Many things can go wrong in a pre-kindergartener’s day. Your best friends may want to play farm, but you want to be a dinosaur. The person next to you might think your noodles look yucky. The blue scissors that you really wanted are in another person’s hands. A very common reaction to all of these perceived insults is to say, “Well, if you are going to do that, you’re not going to be my friend ever again!”
Pre-K children are very “here and now”. They are literal people who generally aren’t good at seeing a statement said in anger as just a passing emotion. If another child tells them that they will never play with them again, they believe it to be so. It is also hard for young children to consciously take time to choose words before they speak. Thus, although I wish it would work, simply telling them to stop saying mean things and be nice won’t help very much.
So what do we do? We help them practice. We are there when they make a mistake, when they tell their friend that they will never invite them to their birthday party. We talk with them about what they are feeling, why they are talking in this way. Our job is to help them recognize the emotion they are feeling and put it into words. We explain that it is o.k. to say, “I’m mad at you,” and is preferable to, “I’m never playing with you again.” It is not always easy to express our feelings truly. Instead the reaction usually come first, before we’ve really got a hold on the situation. This is why it is our job to help them practice. You feel an emotion. You express it. If something needs to be done about it, you do it. We usually skip the first part and move right into the “do it” section, later feeling regret that we acted rashly.
Remember, though, we are talking about 4 and 5-year-olds. (O.k., maybe 38-year-olds should be included, as well.) We are not expecting them to master this skill this year. Metacognition, or “thinking about your thinking”, is hard. My well-adjusted 92-year-old grandmother hasn’t yet mastered the ability to completely control her emotions 100% of the time. Practice is the key word. We will practice identifying the emotion that preceded an unkind comment. Practice stating what our feelings are. Practice finding a solution to assuage those feelings without harming others.

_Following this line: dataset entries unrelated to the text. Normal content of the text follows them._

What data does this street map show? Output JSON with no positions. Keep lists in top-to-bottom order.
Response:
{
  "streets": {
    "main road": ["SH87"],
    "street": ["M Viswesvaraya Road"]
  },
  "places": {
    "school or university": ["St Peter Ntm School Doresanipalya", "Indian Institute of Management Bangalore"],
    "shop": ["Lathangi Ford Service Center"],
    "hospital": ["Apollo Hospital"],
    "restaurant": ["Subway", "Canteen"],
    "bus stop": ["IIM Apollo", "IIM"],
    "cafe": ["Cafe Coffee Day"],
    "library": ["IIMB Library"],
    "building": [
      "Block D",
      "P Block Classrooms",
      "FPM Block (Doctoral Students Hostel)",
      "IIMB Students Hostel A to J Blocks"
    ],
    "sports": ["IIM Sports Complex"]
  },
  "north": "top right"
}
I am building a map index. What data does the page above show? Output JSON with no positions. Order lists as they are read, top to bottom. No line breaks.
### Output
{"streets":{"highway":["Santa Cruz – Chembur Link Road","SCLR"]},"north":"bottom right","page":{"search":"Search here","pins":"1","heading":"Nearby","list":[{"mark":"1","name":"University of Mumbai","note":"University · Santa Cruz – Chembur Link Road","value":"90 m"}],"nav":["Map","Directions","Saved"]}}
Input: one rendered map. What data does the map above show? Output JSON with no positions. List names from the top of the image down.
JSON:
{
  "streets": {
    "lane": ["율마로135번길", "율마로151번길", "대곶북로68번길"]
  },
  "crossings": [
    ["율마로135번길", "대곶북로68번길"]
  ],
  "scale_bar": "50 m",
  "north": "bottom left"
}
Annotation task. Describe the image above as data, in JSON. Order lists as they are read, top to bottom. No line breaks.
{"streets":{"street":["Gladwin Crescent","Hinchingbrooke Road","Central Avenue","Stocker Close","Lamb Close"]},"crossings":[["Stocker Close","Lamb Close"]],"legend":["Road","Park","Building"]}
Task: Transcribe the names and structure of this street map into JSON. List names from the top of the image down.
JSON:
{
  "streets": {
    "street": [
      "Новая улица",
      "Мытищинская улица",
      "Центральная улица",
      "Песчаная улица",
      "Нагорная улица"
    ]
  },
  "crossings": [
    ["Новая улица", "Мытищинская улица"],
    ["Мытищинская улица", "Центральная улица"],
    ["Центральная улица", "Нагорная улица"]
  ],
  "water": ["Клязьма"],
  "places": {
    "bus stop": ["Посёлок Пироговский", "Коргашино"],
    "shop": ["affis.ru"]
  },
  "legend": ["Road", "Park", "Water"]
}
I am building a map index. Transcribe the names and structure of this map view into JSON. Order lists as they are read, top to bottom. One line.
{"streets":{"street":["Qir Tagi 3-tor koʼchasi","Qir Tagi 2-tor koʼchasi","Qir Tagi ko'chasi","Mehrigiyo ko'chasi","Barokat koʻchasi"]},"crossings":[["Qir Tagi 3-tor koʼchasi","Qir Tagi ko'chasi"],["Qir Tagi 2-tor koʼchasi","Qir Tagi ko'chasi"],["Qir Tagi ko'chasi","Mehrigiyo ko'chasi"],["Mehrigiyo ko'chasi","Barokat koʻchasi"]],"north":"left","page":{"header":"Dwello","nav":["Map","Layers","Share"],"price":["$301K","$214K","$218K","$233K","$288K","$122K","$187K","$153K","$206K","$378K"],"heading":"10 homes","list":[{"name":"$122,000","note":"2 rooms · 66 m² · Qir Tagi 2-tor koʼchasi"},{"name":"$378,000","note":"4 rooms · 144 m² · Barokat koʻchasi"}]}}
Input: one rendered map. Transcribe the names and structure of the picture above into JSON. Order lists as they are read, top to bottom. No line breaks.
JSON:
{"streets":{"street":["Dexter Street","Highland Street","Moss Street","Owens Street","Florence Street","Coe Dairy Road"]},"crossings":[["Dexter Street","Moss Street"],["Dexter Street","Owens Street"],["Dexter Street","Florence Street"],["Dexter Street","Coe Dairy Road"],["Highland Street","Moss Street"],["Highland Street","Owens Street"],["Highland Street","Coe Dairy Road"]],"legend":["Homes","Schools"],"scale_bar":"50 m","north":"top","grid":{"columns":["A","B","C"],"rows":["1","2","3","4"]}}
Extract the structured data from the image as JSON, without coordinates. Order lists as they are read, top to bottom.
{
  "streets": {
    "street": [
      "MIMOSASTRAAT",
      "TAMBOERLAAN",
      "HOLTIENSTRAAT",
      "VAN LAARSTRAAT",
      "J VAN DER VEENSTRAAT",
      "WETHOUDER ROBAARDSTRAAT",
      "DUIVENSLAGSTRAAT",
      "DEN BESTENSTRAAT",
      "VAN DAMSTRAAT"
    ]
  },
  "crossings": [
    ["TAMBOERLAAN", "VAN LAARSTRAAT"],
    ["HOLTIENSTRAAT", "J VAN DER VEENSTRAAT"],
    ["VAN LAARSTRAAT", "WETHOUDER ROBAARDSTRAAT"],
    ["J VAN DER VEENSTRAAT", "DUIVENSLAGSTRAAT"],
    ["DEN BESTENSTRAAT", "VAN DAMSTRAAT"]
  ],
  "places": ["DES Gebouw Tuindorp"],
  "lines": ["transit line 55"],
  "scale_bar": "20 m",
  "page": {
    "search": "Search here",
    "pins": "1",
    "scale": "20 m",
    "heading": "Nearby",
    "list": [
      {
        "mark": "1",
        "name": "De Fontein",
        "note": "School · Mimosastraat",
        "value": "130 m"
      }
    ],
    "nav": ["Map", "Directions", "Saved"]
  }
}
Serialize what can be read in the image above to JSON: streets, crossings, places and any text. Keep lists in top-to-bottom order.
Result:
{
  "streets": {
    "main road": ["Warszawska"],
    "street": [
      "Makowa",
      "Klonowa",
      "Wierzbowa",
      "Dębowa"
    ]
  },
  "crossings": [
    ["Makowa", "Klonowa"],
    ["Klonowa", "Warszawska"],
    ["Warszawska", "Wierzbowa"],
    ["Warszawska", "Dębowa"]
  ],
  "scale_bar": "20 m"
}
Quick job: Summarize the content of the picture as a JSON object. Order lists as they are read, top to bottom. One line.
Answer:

Mrs. Pless and I have been working with the class this week on this very skill. We (and all of the other Pre-Kindergarten teachers on the planet) are trying to help the children understand that it is alright to tell your friends your feelings, but it is not acceptable to threaten them in any way. This includes threats of lost friendship, exclusion, and bodily harm. Most of the anger exhibited in our class stems from misunderstandings. When the children practice recognizing that they are angry, sad, frustrated, they can develop a more appropriate response. We are practicing saying, “I’m angry because….”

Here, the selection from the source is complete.